Chômage suite au végétarisme ?

DruckversionPDF version

On prétend que :
Si tout le monde cessait de manger de la viande, ce serait la catastrophe pour l’industrie de la viande, car toutes les personnes qui en dépendent professionnellement seraient mises d’un seul coup au chômage.

Mais :

1. Avec chaque changement intervenant dans la société, il y a des gagnants et des perdants :

Le remplacement du cheval par l’automobile comme moyen de locomotion a forcé toutes les personnes employées dans le premier secteur à changer de profession. L’industrie automobile a par ailleurs créé de nombreux emplois.
Si l’on s’engage contre l’énergie nucléaire, cela signifie que l’on admet que les personnes employées dans ce domaine devront se recycler.Mais de la même manière, les énergies alternatives offrent de nouvelles possibilités d’emplois.
Même dans les débats autour de la peine de mort, l’argument des places de travail a également été avancé: les «pauvres» bourreaux sont ainsi mis au chômage!
S’il n’y a plus de guerre, cela entraînerait la disparition de l’industrie de l’armement. Faut-il pour cela encourager les guerres? N’est-il pas préférable de favoriser la transformation de cette industrie à d’autres fins?
Si la consommation de viande diminue drastiquement, cela signifie que la demande concernant les autres produits du secteur alimentaire augmentera.

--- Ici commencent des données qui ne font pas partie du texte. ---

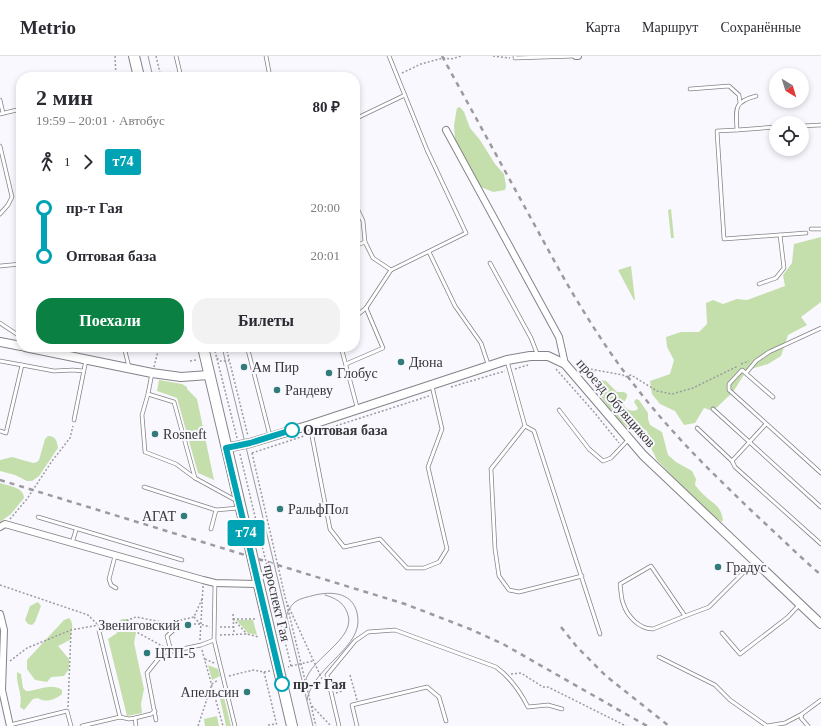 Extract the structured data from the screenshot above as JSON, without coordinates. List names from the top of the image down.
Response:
{
  "streets": {
    "main road": ["проспект Гая"],
    "street": ["проезд Обувщиков"]
  },
  "places": [
    "Дюна",
    "Ам Пир",
    "Глобус",
    "Рандеву",
    "Оптовая база",
    "Rosneft",
    "РальфПол",
    "АГАТ",
    "Градус",
    "Звениговский",
    "ЦТП-5",
    "пр-т Гая",
    "Апельсин"
  ],
  "lines": ["bus line т74"],
  "north": "bottom right",
  "page": {
    "header": "Metrio",
    "nav": ["Карта", "Маршрут", "Сохранённые"],
    "on_map": "т74",
    "heading": ["2 мин", "19:59 – 20:01 · Автобус", "80 ₽"],
    "legs": ["1", "т74"],
    "list": [
      {
        "name": "пр-т Гая",
        "value": "20:00"
      },
      {
        "name": "Оптовая база",
        "value": "20:01"
      }
    ],
    "buttons": ["Поехали", "Билеты"]
  }
}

On voit donc qu’il n’y a pas de perte des places de travail globalement. Avec la forte augmentation de la demande en viande depuis la deuxième guerre mondiale, personne ne s’est préoccupé du sort des employés des autres domaines de l’alimentation, dont bon nombre ont perdu leur place de travail.

2. Il est fort peu probable que toute la population devienne végétarienne.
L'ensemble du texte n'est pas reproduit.